(Data)

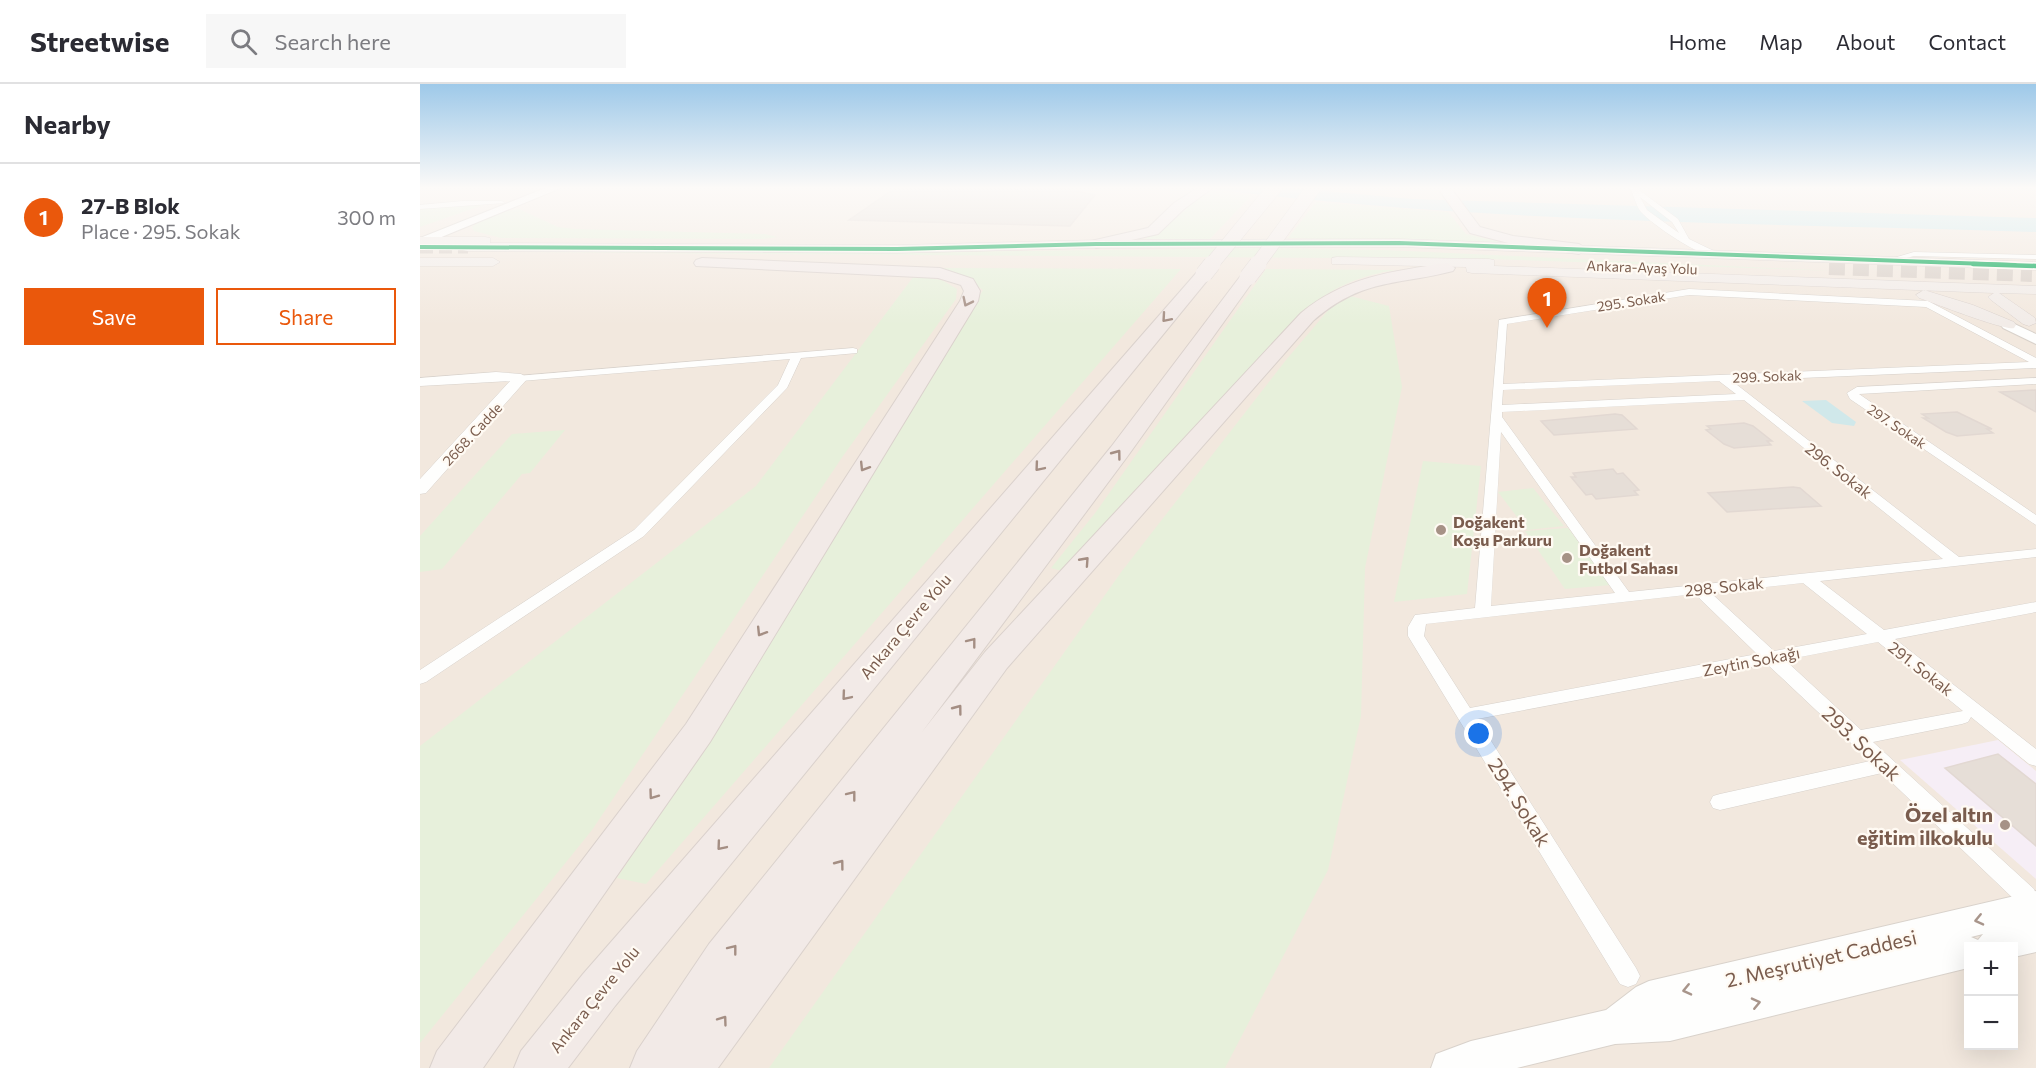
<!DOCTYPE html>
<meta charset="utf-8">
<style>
body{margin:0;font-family:Commissioner,sans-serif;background:#f7f7f7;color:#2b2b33}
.controls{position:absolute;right:18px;bottom:18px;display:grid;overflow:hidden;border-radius:0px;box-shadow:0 6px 24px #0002}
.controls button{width:54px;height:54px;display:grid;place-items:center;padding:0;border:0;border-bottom:2px solid #e1e1e2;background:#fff;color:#2b2b33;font:30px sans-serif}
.you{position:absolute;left:1059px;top:650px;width:21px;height:21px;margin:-15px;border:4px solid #fff;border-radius:50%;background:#1a73e8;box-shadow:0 0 0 9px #1a73e833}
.badge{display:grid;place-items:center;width:39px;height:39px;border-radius:50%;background:#ea580c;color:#fff;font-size:20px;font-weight:700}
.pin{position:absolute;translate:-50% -50px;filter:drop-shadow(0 2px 3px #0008)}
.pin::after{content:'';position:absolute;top:32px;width:21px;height:18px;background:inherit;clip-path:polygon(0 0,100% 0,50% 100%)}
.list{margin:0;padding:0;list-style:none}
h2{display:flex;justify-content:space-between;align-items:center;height:78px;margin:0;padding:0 24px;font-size:26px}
h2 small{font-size:20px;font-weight:400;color:#7c7c81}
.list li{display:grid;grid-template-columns:39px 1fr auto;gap:18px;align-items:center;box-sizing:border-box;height:108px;padding:0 24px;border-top:2px solid #e1e1e2}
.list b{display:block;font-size:22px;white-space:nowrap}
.list p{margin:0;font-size:20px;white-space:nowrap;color:#7c7c81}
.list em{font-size:20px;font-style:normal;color:#7c7c81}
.actions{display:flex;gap:12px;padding:18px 24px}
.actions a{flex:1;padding:14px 0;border:2px solid #ea580c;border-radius:0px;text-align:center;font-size:21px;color:#ea580c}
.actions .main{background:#ea580c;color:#fff}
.icon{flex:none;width:33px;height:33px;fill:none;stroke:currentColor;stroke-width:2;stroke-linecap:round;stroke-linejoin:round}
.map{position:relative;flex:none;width:1616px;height:984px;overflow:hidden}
header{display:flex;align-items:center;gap:36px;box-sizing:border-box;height:84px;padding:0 30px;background:#fff;border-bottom:2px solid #e1e1e2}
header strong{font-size:28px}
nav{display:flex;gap:33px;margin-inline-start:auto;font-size:21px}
.search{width:420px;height:54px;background:#f7f7f7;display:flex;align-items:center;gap:15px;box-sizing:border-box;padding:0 21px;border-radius:0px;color:#7c7c81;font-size:22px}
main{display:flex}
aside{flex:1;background:#fff}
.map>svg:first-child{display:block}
.residential{fill:#f2e8de;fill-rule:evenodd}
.education{fill:#f6eef6}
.green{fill:#e7f0db}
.water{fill:#d0e8ea}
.building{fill:#e6ded7;stroke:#e2d8d2;stroke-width:1.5}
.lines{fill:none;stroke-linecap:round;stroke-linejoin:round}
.trunk-tunnel-far1{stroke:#d9cfc7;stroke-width:13;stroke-dasharray:13 6;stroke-linecap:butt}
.trunk-tunnel{stroke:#d9cfc7;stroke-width:16;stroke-dasharray:16 8;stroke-linecap:butt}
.minor-casing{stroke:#d7d1cb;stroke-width:1}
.tertiary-casing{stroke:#d7d1cb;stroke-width:1}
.secondary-casing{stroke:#d9d2cb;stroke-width:2}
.trunk-casing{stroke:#dad1cc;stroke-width:1}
.motorway-casing{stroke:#dad1cc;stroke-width:2}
.minor{fill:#fefefd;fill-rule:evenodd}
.tertiary{fill:#fefefd;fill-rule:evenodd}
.secondary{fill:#fefefd;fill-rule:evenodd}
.trunk{fill:#f2ece8;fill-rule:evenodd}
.motorway{fill:#f2eae7;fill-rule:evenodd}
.motorway-bridge-far1-casing{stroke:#dad1cc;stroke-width:15;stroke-linecap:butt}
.motorway-bridge-casing{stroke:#dad1cc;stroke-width:18;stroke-linecap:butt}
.motorway-bridge-far1{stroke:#f2eae7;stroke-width:14}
.motorway-bridge{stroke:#f2eae7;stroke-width:17}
.bus-1-far1-casing{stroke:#fffaf3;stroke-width:6}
.bus-1-casing{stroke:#fffaf3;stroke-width:8}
.bus-1-far1{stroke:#00a651;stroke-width:4}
.bus-1{stroke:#00a651;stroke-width:4.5}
.oneway{stroke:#a48e83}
.oneway2{stroke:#a8958b}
.poi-dot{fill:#a69286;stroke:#fffaf3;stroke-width:2}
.labels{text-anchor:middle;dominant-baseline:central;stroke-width:4.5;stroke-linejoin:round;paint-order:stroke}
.far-street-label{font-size:14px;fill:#7a5c4d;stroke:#fffaf3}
.street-label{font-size:16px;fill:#7a5c4d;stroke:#fffaf3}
.poi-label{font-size:16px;font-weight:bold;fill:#7a5c4d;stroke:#fffaf3;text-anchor:start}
.near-street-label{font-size:20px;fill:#7a5c4d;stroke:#fffaf3}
.near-poi-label{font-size:20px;font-weight:bold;fill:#7a5c4d;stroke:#fffaf3;text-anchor:end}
</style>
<header>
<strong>Streetwise</strong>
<div class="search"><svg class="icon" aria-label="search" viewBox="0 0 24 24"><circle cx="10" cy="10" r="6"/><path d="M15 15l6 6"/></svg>Search here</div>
<nav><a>Home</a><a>Map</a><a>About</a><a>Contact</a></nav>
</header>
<main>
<aside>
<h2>Nearby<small></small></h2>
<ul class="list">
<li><span class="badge">1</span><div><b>27-B Blok</b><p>Place · 295. Sokak</p></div><em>300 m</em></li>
</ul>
<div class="actions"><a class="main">Save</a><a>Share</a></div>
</aside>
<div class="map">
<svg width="1616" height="984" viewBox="0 0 1616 984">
<rect width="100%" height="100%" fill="#f9f5f0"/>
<path class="residential" d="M0,103H1616V984H0ZM1548,862H1594V962H1548Z"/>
<path class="education" d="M1578,656L1616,687V795L1480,676Z"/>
<path class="green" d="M790,105L832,111L790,155H725C750,143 767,122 790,105Z
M896,118L1028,128L1046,150L1094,161L868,154Z
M40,121H63L0,143V125Z
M99,125L138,143L155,145L345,150L358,153L343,155L81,154L54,147L52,143C66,131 82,127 99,125Z
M841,164L965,166L1416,187L1070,175L39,168L420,169Z
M509,184L761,185L226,800L197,794L332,590L563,206L541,191Z
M846,185L975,186C942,192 918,200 891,222L649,489L631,484L676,428Z
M494,192L522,196L537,205L536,215L423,372L172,746L0,959V662L336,402Z
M922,210L969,222L982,303L945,484L941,632L908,786L805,984H349L702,487L866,276Z
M145,346L110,389L102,390L22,485L0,488V452L92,350Z
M1003,377L1061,382L1047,510L974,518Z
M1113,404L1144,442L1107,446L1078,408Z
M1148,444L1191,501L1145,505L1105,447Z"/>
<path class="water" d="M776,103H860L993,115L1616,134V148C1336,139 1055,139 776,103Z
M1406,316L1436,338L1434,342L1412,339L1382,317Z"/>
<path class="building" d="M477,103H634L675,111L650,142L429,136Z
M1616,306V328L1580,308Z
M1537,328L1572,345H1567L1573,349L1537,352L1526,348L1503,334H1508L1502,330Z
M1195,330L1202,331L1217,345L1134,351L1121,337Z
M1324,339L1333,342L1352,357H1347L1351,361L1314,364L1304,360L1286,346L1291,345L1287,342Z
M1193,385L1197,390L1203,389L1219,406L1214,407L1218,411L1176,415L1172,410L1166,411L1151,393H1156L1153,389Z
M1373,403L1380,404L1401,422L1307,428L1288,409Z
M1578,670L1616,700V762L1525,684Z"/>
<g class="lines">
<path class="trunk-tunnel-far1" d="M0,163H48"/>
<path class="trunk-tunnel" d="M1409,183L1612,190"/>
<g class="minor-casing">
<path id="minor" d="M1209,103H1215L1258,135L1269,155L1296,168V172C1279,173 1233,141 1221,128C1215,120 1214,110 1209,103ZM1220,113L1252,138L1259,149L1227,126Z
M43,117H82L85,119L0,125V121Z
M1494,168L1616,171V175L1494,172L1471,178L1467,176Z
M1269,205L1508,217L1616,274V284L1312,297L1539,473L1616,465V473L1400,497L1464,546L1616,518V528L1475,555L1616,665V682L1609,680L1551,633L1548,638L1542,640L1453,658L1614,805L1616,810L1614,819L1606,822L1598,819L1462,689L1300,726L1293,724L1290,718L1293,712L1300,710L1450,677L1347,580L1057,635L1216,884L1220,892L1216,900L1208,903L1200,900L988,552V543L995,531L1055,524L1079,236ZM1269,211L1506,223L1609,278L1083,300L1087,240ZM1299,297L1316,310L1082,321L1083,306ZM1324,316L1523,475L1209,508L1082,333V328ZM1081,348L1195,509L1071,522ZM1383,499L1447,550L1354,567L1291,509ZM1275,510L1337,570L1050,624L1004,552L1006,540ZM1458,558L1543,627L1441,646L1365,576Z
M433,264L437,265V269L381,274L367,304L224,452L6,598L0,600V586L214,446L358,301L370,275L101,297L97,296V292Z
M1616,294V300L1439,310L1616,431V441L1430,315L1427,309L1437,303Z"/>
</g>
<g class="tertiary-casing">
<path id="tertiary" d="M76,288L101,290L108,294L6,409L0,410V395L90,297L0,302V294Z"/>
</g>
<g class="secondary-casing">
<path id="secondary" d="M128,103H143L7,159L0,160V154Z
M1588,237L1616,250V260L1583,244L1581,241Z
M1616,807V868L1594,873V862H1548V884L1250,957L1195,960L1097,984H1011L1016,970L1051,957L1186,926L1216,903L1229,897ZM1563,850L1558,856L1551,853Z"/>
</g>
<g class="trunk-casing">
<path id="trunk" d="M0,153H65L70,154V159L477,161L676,156L979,155L1616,178V186L979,163L676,164L477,169L48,167L43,166V161H0Z
M917,173L1069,175L1074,176V182L1616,202V210L1579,209L1615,234L1616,239L1609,242L1603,240L1571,216L1568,213L1574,209L1052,189L1047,188L1046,183L912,180V174Z
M0,174H73L80,178L73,182H0Z
M1504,206L1553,221L1594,238L1596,241L1594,244C1585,247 1514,219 1499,214L1496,211Z"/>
</g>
<g class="motorway-casing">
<path id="motorway" d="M779,103H794L764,125L738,150L676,164L669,160L671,157L728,144L754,119Z
M1017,103H1030L1060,143L1093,152L1159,160L1167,165L1159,170L1092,160L1050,149Z
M282,174L520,184L553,195L560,207L558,217L290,658L63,984H10L17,967L266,640L540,217L544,207L541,201L518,194L276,182L274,179L276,176Z
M1027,179L1035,184L1033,187C975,202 942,194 893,237L587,584L298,984H210L217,967L289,860L691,363L822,190L828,188L836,193L707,373L502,648L565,568L881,229C924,193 973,187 1027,179Z
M784,185L792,190L790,193L195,922L148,984H94L101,967L163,890L778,187Z"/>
</g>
<use href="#minor" class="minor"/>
<use href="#tertiary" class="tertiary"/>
<use href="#secondary" class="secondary"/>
<use href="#trunk" class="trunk"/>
<use href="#motorway" class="motorway"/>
<g class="motorway-bridge-far1-casing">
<path id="motorway-bridge-far1" d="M791,181L855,103
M837,181L894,103"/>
</g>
<g class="motorway-bridge-casing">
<path id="motorway-bridge" d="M784,190L792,180
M828,193L838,180"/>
</g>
<use href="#motorway-bridge-far1" class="motorway-bridge-far1"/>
<use href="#motorway-bridge" class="motorway-bridge"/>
<g class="bus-1-far1-casing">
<path id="bus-1-far1" d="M0,163L477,165L676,160L979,159L1595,181"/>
</g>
<g class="bus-1-casing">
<path id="bus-1" d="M1553,180L1616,182"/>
</g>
<use href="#bus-1-far1" class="bus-1-far1"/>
<use href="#bus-1" class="bus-1"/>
</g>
<defs><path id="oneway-chevron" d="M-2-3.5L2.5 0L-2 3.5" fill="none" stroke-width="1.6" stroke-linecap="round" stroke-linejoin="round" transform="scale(1.5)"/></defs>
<g class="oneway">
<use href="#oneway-chevron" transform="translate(547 218) rotate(116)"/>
<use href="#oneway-chevron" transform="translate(746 234) rotate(131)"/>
<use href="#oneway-chevron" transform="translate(697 370) rotate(-53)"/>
<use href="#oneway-chevron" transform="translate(444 383) rotate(122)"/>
<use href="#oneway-chevron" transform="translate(619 383) rotate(130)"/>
<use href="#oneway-chevron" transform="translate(665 477) rotate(-48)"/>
<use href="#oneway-chevron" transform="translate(341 548) rotate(122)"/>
<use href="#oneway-chevron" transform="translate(552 558) rotate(-52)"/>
<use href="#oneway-chevron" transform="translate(426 612) rotate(130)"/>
<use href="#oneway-chevron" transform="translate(538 625) rotate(-53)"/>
<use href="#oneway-chevron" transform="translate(233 711) rotate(126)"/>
<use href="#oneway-chevron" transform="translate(432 711) rotate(-52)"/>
<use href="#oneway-chevron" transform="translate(301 762) rotate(130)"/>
<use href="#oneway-chevron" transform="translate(420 780) rotate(-53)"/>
<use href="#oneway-chevron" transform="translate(313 865) rotate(-52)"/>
<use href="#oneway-chevron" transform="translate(303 936) rotate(-54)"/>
</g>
<g class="oneway2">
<use href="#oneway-chevron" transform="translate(1559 836) rotate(167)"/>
<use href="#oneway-chevron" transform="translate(1267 906) rotate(167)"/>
<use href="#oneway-chevron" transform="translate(1336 919) rotate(-13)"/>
</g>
<linearGradient id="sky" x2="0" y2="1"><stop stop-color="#9ec9e9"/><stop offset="0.43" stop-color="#fcfaf8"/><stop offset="1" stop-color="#fcfaf8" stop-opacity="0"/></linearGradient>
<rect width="1616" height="241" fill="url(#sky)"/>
<g class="poi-dot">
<circle cx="1021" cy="446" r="6"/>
<circle cx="1147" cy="474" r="6"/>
<circle cx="1585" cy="741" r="6"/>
</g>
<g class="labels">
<g class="far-street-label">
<text transform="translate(1222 183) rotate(2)">Ankara-Ayaş Yolu</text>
<text transform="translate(1211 217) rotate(-9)">295. Sokak</text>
<text transform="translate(1347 292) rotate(-2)">299. Sokak</text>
<text transform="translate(1477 342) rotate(34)">297. Sokak</text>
<text transform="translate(52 350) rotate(-47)">2668. Cadde</text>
</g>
<g class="street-label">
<text transform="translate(1419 386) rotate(38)">296. Sokak</text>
<text transform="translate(1304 502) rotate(-6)">298. Sokak</text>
<text transform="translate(485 542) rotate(-50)">Ankara Çevre Yolu</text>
<text transform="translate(1331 577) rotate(-11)">Zeytin Sokağı</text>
<text transform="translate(1501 584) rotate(38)">291. Sokak</text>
<text transform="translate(174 915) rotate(-51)">Ankara Çevre Yolu</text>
</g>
<g class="poi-label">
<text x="1033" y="437">Doğakent<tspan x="1033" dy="18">Koşu Parkuru</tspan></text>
<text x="1159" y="465">Doğakent<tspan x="1159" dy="18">Futbol Sahası</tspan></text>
</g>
<g class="near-street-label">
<text transform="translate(1442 659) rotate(43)">293. Sokak</text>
<text transform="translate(1100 718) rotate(58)">294. Sokak</text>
<text transform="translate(1401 874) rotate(-13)">2. Meşrutiyet Caddesi</text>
</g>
<g class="near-poi-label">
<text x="1573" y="730">Özel altın<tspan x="1573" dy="23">eğitim ilkokulu</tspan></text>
</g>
</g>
</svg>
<div class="controls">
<button>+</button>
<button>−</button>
</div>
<div class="you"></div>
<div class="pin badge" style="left:1127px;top:244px">1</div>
</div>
</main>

(End Data)

### What needs to be done
Find the lines that mention "white" in the entries and show them.

### Result of the exercise
.list b{display:block;font-size:22px;white-space:nowrap}
.list p{margin:0;font-size:20px;white-space:nowrap;color:#7c7c81}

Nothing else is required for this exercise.